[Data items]

- - - -

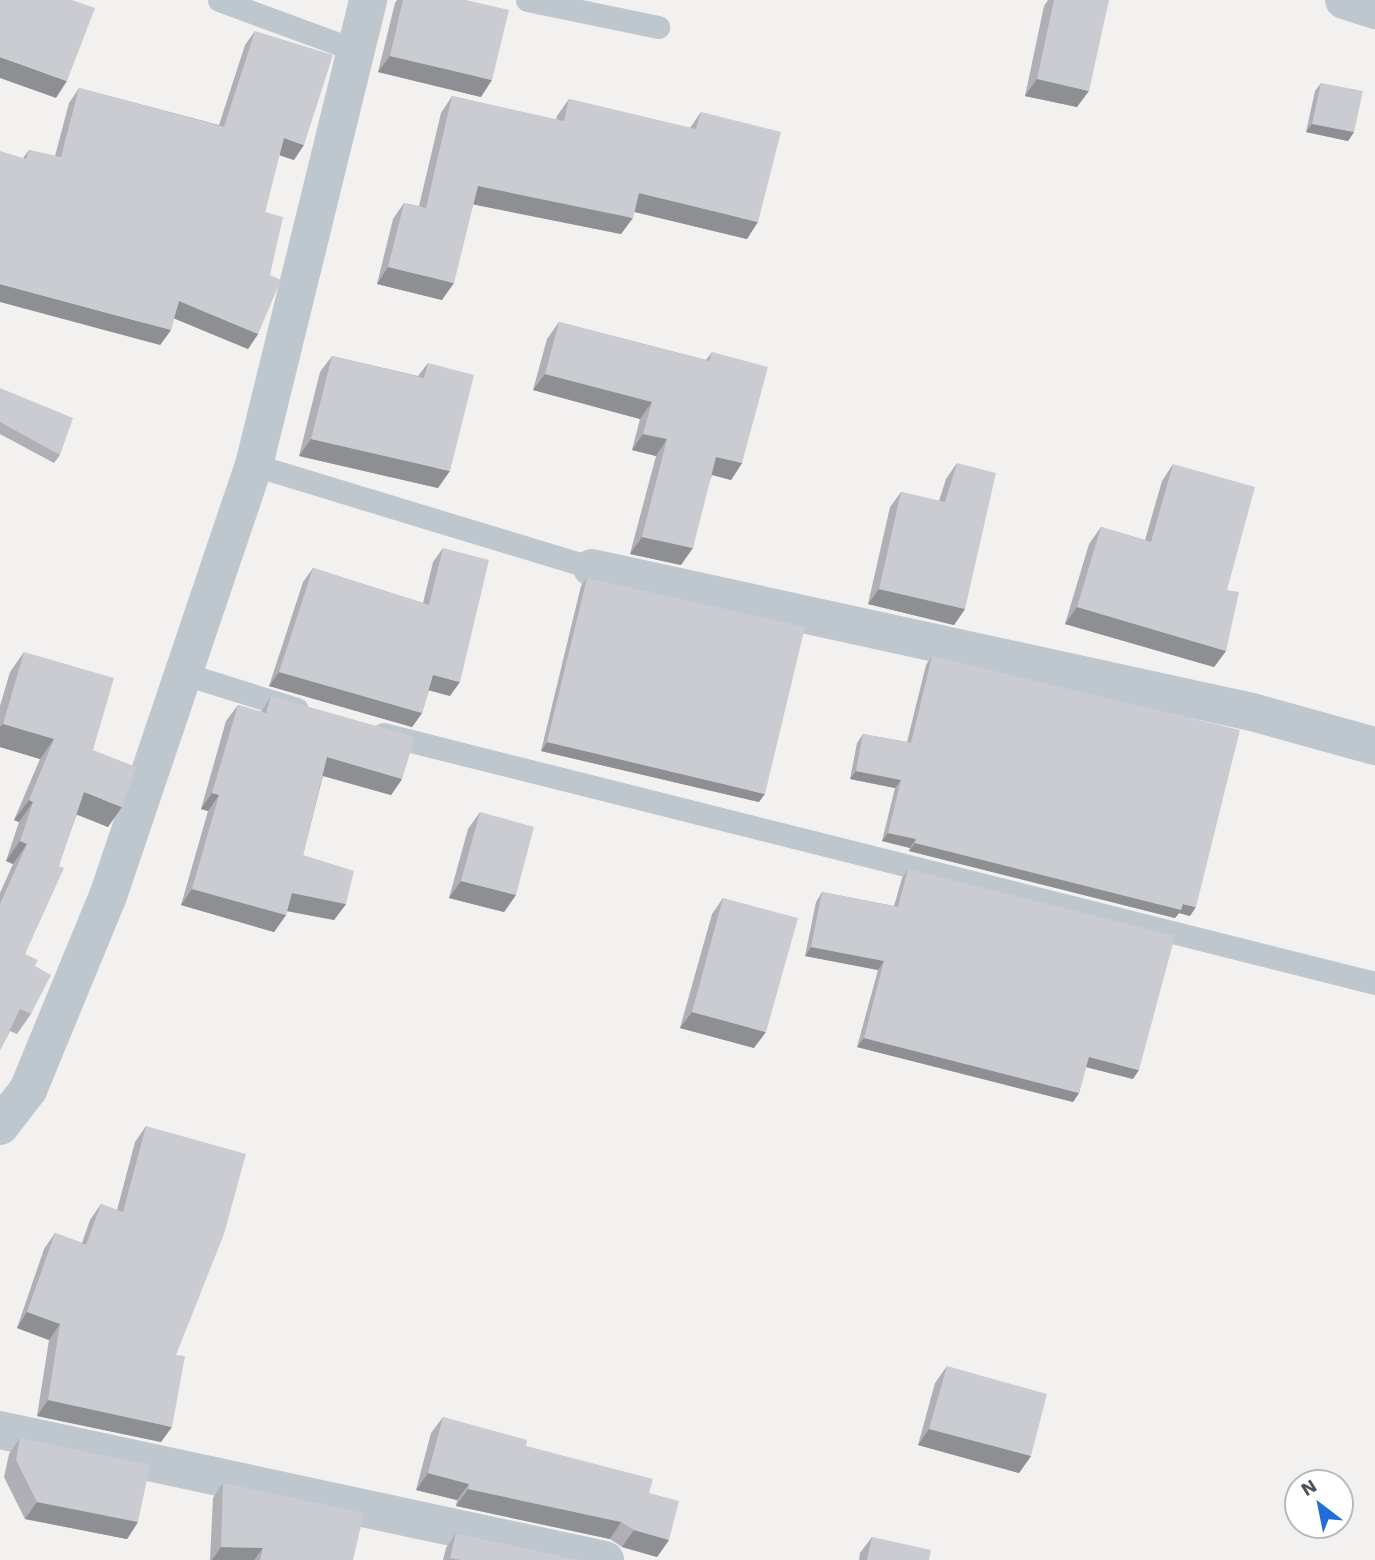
<!DOCTYPE html>
<style>
body{margin:0}
#map{position:relative;width:1375px;height:1560px;overflow:hidden;background:#f3f0f0;font-family:"Work Sans",sans-serif}
div>[style]{position:absolute}
[style*='--x']{left:calc(var(--x)*1px);top:calc(var(--y)*1px);width:calc(var(--w)*1px);rotate:calc(var(--a)*1deg)}
.lane>*{height:23px;margin:-11.5px;padding:0 11.5px;transform-origin:11.5px;border-radius:11.5px;background:#bfc7ce}
.street>*{height:38px;margin:-19px;padding:0 19px;transform-origin:19px;border-radius:19px;background:#bfc7ce}
.wall>*{inset:0;background:#afafb5}
.shaded-wall>*{inset:0;background:#8e8f93}
.building>*{inset:0;background:#cbccd2}
span{translate:-50% -50%;white-space:nowrap;text-align:center;line-height:1.15;-webkit-text-stroke:6px #fff;paint-order:stroke}
.north{position:absolute;left:1284px;top:1469px;width:70px;height:70px;box-sizing:border-box;background:#fff;border:2px solid #b6babe;border-radius:50%;rotate:328deg;font-size:19px;font-weight:700;line-height:28px;text-align:center;color:#49535d}
.north::after{content:'';display:block;margin:auto;width:24px;height:32px;background:#236dda;clip-path:polygon(50% 0,100% 100%,50% 72%,0 100%)}
</style>
<div id="map">
<div class="lane">
<div style="--x:219;--y:0;--w:145;--a:20.2"></div>
<div style="--x:527;--y:0;--w:134;--a:11.6"></div>
<div style="--x:254;--y:465;--w:353;--a:16.9"></div>
<div style="--x:185;--y:674;--w:117;--a:17.4"></div>
<div style="--x:383;--y:734;--w:1023;--a:14.09"></div>
</div>
<div class="street">
<div style="--x:1344;--y:0;--w:33;--a:18"></div>
<div style="--x:592;--y:568;--w:676;--a:12.31"></div>
<div style="--x:1252;--y:712;--w:128;--a:15.5"></div>
<div style="--x:0;--y:1126;--w:46;--a:-52.1"></div>
<div style="--x:28;--y:1090;--w:210;--a:-67.6"></div>
<div style="--x:108;--y:896;--w:455;--a:-71.3"></div>
<div style="--x:254;--y:465;--w:479;--a:-76.2"></div>
<div style="--x:0;--y:1430;--w:619;--a:12.13"></div>
</div>
<div class="wall">
<div style="clip-path:polygon(397px 0,466px 0,481px 97px,378px 72px,395px 3px)"></div>
<div style="clip-path:polygon(1048px 0,1109px 0,1077px 107px,1025px 96px,1044px 6px)"></div>
<div style="clip-path:polygon(255px 31px,294px 160px,279px 155px,265px 212px,270px 275px,258px 334px,248px 349px,174px 318px,171px 330px,160px 345px,23px 158px,29px 150px,55px 156px,69px 103px,79px 88px,219px 125px,245px 45px)"></div>
<div style="clip-path:polygon(1321px 83px,1354px 132px,1348px 141px,1306px 132px,1315px 91px)"></div>
<div style="clip-path:polygon(452px 96px,556px 120px,557px 116px,569px 99px,690px 128px,701px 112px,747px 239px,634px 212px,621px 234px,473px 204px,442px 300px,377px 284px,393px 219px,404px 203px,419px 206px,441px 113px)"></div>
<div style="clip-path:polygon(559px 322px,706px 360px,712px 352px,742px 463px,731px 480px,712px 475px,681px 565px,630px 554px,656px 456px,632px 450px,640px 419px,533px 390px,547px 339px)"></div>
<div style="clip-path:polygon(332px 356px,418px 376px,428px 363px,438px 488px,299px 456px,320px 372px)"></div>
<div style="clip-path:polygon(0 388px,60px 455px,54px 463px,0 434px)"></div>
<div style="clip-path:polygon(957px 463px,965px 609px,954px 625px,868px 604px,890px 507px,901px 492px,939px 501px,946px 479px)"></div>
<div style="clip-path:polygon(1173px 464px,1227px 590px,1226px 651px,1214px 667px,1065px 624px,1089px 544px,1101px 527px,1145px 540px,1162px 481px)"></div>
<div style="clip-path:polygon(443px 548px,450px 696px,429px 690px,422px 713px,412px 727px,269px 686px,303px 582px,313px 568px,423px 603px,433px 562px)"></div>
<div style="clip-path:polygon(587px 578px,759px 802px,541px 751px,581px 586px)"></div>
<div style="clip-path:polygon(24px 652px,93px 750px,108px 827px,77px 814px,25px 954px,35px 966px,31px 1014px,17px 1034px,10px 1031px,0 1050px,0 893px,13px 864px,6px 861px,19px 822px,14px 820px,40px 759px,0 747px,0 706px,10px 672px)"></div>
<div style="clip-path:polygon(932px 656px,1190px 916px,1179px 913px,1175px 918px,909px 851px,910px 848px,882px 841px,895px 788px,850px 779px,857px 743px,863px 734px,907px 742px,926px 665px)"></div>
<div style="clip-path:polygon(271px 696px,402px 779px,391px 795px,323px 776px,303px 855px,346px 904px,334px 920px,287px 911px,286px 915px,274px 932px,181px 905px,208px 811px,201px 809px,226px 721px,238px 705px,261px 712px)"></div>
<div style="clip-path:polygon(480px 812px,516px 895px,504px 912px,449px 898px,468px 829px)"></div>
<div style="clip-path:polygon(908px 869px,1133px 1079px,1086px 1067px,1079px 1093px,1073px 1102px,857px 1047px,878px 970px,805px 956px,816px 902px,822px 892px,894px 906px,902px 878px)"></div>
<div style="clip-path:polygon(723px 898px,754px 1048px,680px 1028px,712px 914px)"></div>
<div style="clip-path:polygon(146px 1126px,176px 1355px,161px 1442px,37px 1416px,49px 1340px,17px 1328px,44px 1249px,55px 1233px,82px 1243px,90px 1220px,101px 1204px,117px 1210px,135px 1142px)"></div>
<div style="clip-path:polygon(947px 1366px,1031px 1456px,1019px 1473px,918px 1445px,935px 1383px)"></div>
<div style="clip-path:polygon(443px 1417px,526px 1446px,649px 1493px,669px 1540px,657px 1557px,622px 1547px,610px 1539px,456px 1506px,457px 1500px,416px 1490px,431px 1433px)"></div>
<div style="clip-path:polygon(20px 1438px,138px 1522px,127px 1539px,25px 1519px,4px 1477px,9px 1454px)"></div>
<div style="clip-path:polygon(223px 1483px,353px 1560px,210px 1560px,213px 1498px)"></div>
<div style="clip-path:polygon(456px 1533px,582px 1560px,443px 1560px,446px 1548px)"></div>
<div style="clip-path:polygon(872px 1537px,929px 1560px,859px 1560px,860px 1553px)"></div>
</div>
<div class="shaded-wall">
<div style="clip-path:polygon(390px 56px,492px 80px,481px 97px,378px 72px)"></div>
<div style="clip-path:polygon(0 57px,67px 81px,56px 98px,0 78px)"></div>
<div style="clip-path:polygon(1037px 79px,1089px 91px,1077px 107px,1025px 96px)"></div>
<div style="clip-path:polygon(1312px 124px,1354px 132px,1348px 141px,1306px 132px)"></div>
<div style="clip-path:polygon(284px 138px,304px 145px,294px 160px,273px 153px)"></div>
<div style="clip-path:polygon(478px 186px,633px 218px,621px 234px,466px 203px)"></div>
<div style="clip-path:polygon(639px 193px,758px 222px,747px 239px,627px 210px)"></div>
<div style="clip-path:polygon(388px 267px,454px 283px,442px 300px,377px 284px)"></div>
<div style="clip-path:polygon(0 284px,171px 330px,160px 345px,0 302px)"></div>
<div style="clip-path:polygon(179px 301px,258px 334px,248px 349px,168px 316px)"></div>
<div style="clip-path:polygon(545px 374px,652px 402px,640px 419px,533px 390px)"></div>
<div style="clip-path:polygon(643px 434px,667px 439px,656px 456px,632px 450px)"></div>
<div style="clip-path:polygon(311px 439px,450px 471px,438px 488px,299px 456px)"></div>
<div style="clip-path:polygon(716px 457px,742px 463px,731px 480px,705px 473px)"></div>
<div style="clip-path:polygon(642px 537px,693px 548px,681px 565px,630px 554px)"></div>
<div style="clip-path:polygon(879px 589px,965px 609px,954px 625px,868px 604px)"></div>
<div style="clip-path:polygon(1077px 607px,1226px 651px,1214px 667px,1065px 624px)"></div>
<div style="clip-path:polygon(279px 672px,422px 713px,412px 727px,269px 686px)"></div>
<div style="clip-path:polygon(433px 675px,460px 682px,450px 696px,424px 689px)"></div>
<div style="clip-path:polygon(3px 724px,54px 739px,40px 759px,0 747px,0 727px)"></div>
<div style="clip-path:polygon(547px 742px,765px 794px,759px 802px,541px 751px)"></div>
<div style="clip-path:polygon(327px 757px,402px 779px,391px 795px,316px 774px)"></div>
<div style="clip-path:polygon(856px 771px,901px 780px,895px 788px,850px 779px)"></div>
<div style="clip-path:polygon(84px 792px,122px 807px,108px 827px,70px 812px)"></div>
<div style="clip-path:polygon(212px 793px,219px 795px,208px 811px,201px 809px)"></div>
<div style="clip-path:polygon(29px 800px,33px 802px,19px 822px,14px 820px)"></div>
<div style="clip-path:polygon(888px 833px,916px 839px,910px 848px,882px 841px)"></div>
<div style="clip-path:polygon(20px 841px,27px 844px,13px 864px,6px 861px)"></div>
<div style="clip-path:polygon(915px 843px,1183px 904px,1196px 907px,1190px 916px,1179px 913px,1175px 918px,909px 851px)"></div>
<div style="clip-path:polygon(461px 881px,516px 895px,504px 912px,449px 898px)"></div>
<div style="clip-path:polygon(192px 889px,286px 915px,274px 932px,181px 905px)"></div>
<div style="clip-path:polygon(292px 893px,346px 904px,334px 920px,281px 910px)"></div>
<div style="clip-path:polygon(811px 947px,884px 961px,878px 970px,805px 956px)"></div>
<div style="clip-path:polygon(692px 1012px,766px 1032px,754px 1048px,680px 1028px)"></div>
<div style="clip-path:polygon(864px 1038px,1079px 1093px,1073px 1102px,857px 1047px)"></div>
<div style="clip-path:polygon(1089px 1057px,1139px 1070px,1133px 1079px,1082px 1066px)"></div>
<div style="clip-path:polygon(27px 1312px,60px 1324px,49px 1340px,17px 1328px)"></div>
<div style="clip-path:polygon(48px 1400px,172px 1427px,161px 1442px,37px 1416px)"></div>
<div style="clip-path:polygon(929px 1429px,1031px 1456px,1019px 1473px,918px 1445px)"></div>
<div style="clip-path:polygon(428px 1473px,469px 1484px,457px 1500px,416px 1490px)"></div>
<div style="clip-path:polygon(468px 1489px,621px 1522px,610px 1539px,456px 1506px)"></div>
<div style="clip-path:polygon(37px 1502px,138px 1522px,127px 1539px,25px 1519px)"></div>
<div style="clip-path:polygon(634px 1530px,669px 1540px,657px 1557px,622px 1547px)"></div>
<div style="clip-path:polygon(221px 1547px,263px 1548px,254px 1560px,212px 1560px)"></div>
</div>
<div class="building">
<div style="clip-path:polygon(0 0,72px 0,95px 8px,67px 81px,0 57px)"></div>
<div style="clip-path:polygon(403px 0,466px 0,509px 10px,492px 80px,390px 56px)"></div>
<div style="clip-path:polygon(1054px 0,1109px 0,1089px 91px,1037px 79px)"></div>
<div style="clip-path:polygon(255px 31px,333px 55px,304px 145px,284px 138px,265px 212px,283px 217px,270px 275px,281px 280px,258px 334px,179px 301px,171px 330px,0 284px,0 151px,26px 159px,29px 150px,61px 157px,79px 88px,224px 127px)"></div>
<div style="clip-path:polygon(1321px 83px,1363px 91px,1354px 132px,1312px 124px)"></div>
<div style="clip-path:polygon(452px 96px,564px 121px,569px 99px,696px 129px,701px 112px,781px 132px,758px 222px,639px 193px,633px 218px,478px 186px,454px 283px,388px 267px,404px 203px,426px 208px)"></div>
<div style="clip-path:polygon(559px 322px,709px 361px,712px 352px,768px 367px,742px 463px,716px 457px,693px 548px,642px 537px,667px 439px,643px 434px,652px 402px,545px 374px)"></div>
<div style="clip-path:polygon(332px 356px,424px 378px,428px 363px,474px 375px,450px 471px,311px 439px)"></div>
<div style="clip-path:polygon(0 388px,73px 418px,60px 455px,0 422px)"></div>
<div style="clip-path:polygon(957px 463px,996px 473px,965px 609px,879px 589px,901px 492px,945px 502px)"></div>
<div style="clip-path:polygon(1173px 464px,1255px 487px,1227px 590px,1239px 592px,1226px 651px,1077px 607px,1101px 527px,1151px 542px)"></div>
<div style="clip-path:polygon(443px 548px,489px 560px,460px 682px,433px 675px,422px 713px,279px 672px,313px 568px,429px 605px)"></div>
<div style="clip-path:polygon(587px 578px,805px 627px,765px 794px,547px 742px)"></div>
<div style="clip-path:polygon(24px 652px,114px 678px,93px 750px,136px 767px,122px 807px,84px 792px,59px 866px,64px 868px,25px 954px,38px 960px,35px 966px,51px 975px,31px 1014px,20px 1009px,0 1050px,0 904px,27px 844px,20px 841px,33px 802px,29px 800px,54px 739px,3px 724px)"></div>
<div style="clip-path:polygon(932px 656px,1240px 730px,1196px 907px,1183px 904px,1181px 910px,915px 843px,916px 839px,888px 833px,901px 780px,856px 771px,863px 734px,911px 743px)"></div>
<div style="clip-path:polygon(271px 696px,415px 737px,402px 779px,327px 757px,303px 855px,354px 871px,346px 904px,292px 893px,286px 915px,192px 889px,219px 795px,212px 793px,238px 705px,266px 713px)"></div>
<div style="clip-path:polygon(480px 812px,534px 827px,516px 895px,461px 881px)"></div>
<div style="clip-path:polygon(908px 869px,1175px 936px,1139px 1070px,1089px 1057px,1079px 1093px,864px 1038px,884px 961px,811px 947px,822px 892px,898px 907px)"></div>
<div style="clip-path:polygon(723px 898px,798px 918px,766px 1032px,692px 1012px)"></div>
<div style="clip-path:polygon(146px 1126px,246px 1154px,224px 1234px,176px 1355px,185px 1356px,172px 1427px,48px 1400px,60px 1324px,27px 1312px,55px 1233px,86px 1245px,101px 1204px,123px 1212px)"></div>
<div style="clip-path:polygon(947px 1366px,1047px 1394px,1031px 1456px,929px 1429px)"></div>
<div style="clip-path:polygon(443px 1417px,527px 1440px,526px 1446px,653px 1479px,649px 1493px,679px 1501px,669px 1540px,634px 1530px,621px 1522px,468px 1489px,469px 1484px,428px 1473px)"></div>
<div style="clip-path:polygon(20px 1438px,150px 1465px,138px 1522px,37px 1502px,16px 1460px)"></div>
<div style="clip-path:polygon(223px 1483px,364px 1513px,353px 1560px,260px 1560px,263px 1548px,221px 1547px)"></div>
<div style="clip-path:polygon(456px 1533px,582px 1560px,460px 1560px,450px 1558px)"></div>
<div style="clip-path:polygon(872px 1537px,931px 1550px,929px 1560px,867px 1560px)"></div>
</div>
<div class="north">N</div>
</div>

- - - -

Here the output must be the lines above from the line with "1057px,1139px 1070px,1133px 1079px,1082px" to the line with "0,1109px 0,1089px 91px,1037px", both included, duplicated word for word and nothing else.

<div style="clip-path:polygon(1089px 1057px,1139px 1070px,1133px 1079px,1082px 1066px)"></div>
<div style="clip-path:polygon(27px 1312px,60px 1324px,49px 1340px,17px 1328px)"></div>
<div style="clip-path:polygon(48px 1400px,172px 1427px,161px 1442px,37px 1416px)"></div>
<div style="clip-path:polygon(929px 1429px,1031px 1456px,1019px 1473px,918px 1445px)"></div>
<div style="clip-path:polygon(428px 1473px,469px 1484px,457px 1500px,416px 1490px)"></div>
<div style="clip-path:polygon(468px 1489px,621px 1522px,610px 1539px,456px 1506px)"></div>
<div style="clip-path:polygon(37px 1502px,138px 1522px,127px 1539px,25px 1519px)"></div>
<div style="clip-path:polygon(634px 1530px,669px 1540px,657px 1557px,622px 1547px)"></div>
<div style="clip-path:polygon(221px 1547px,263px 1548px,254px 1560px,212px 1560px)"></div>
</div>
<div class="building">
<div style="clip-path:polygon(0 0,72px 0,95px 8px,67px 81px,0 57px)"></div>
<div style="clip-path:polygon(403px 0,466px 0,509px 10px,492px 80px,390px 56px)"></div>
<div style="clip-path:polygon(1054px 0,1109px 0,1089px 91px,1037px 79px)"></div>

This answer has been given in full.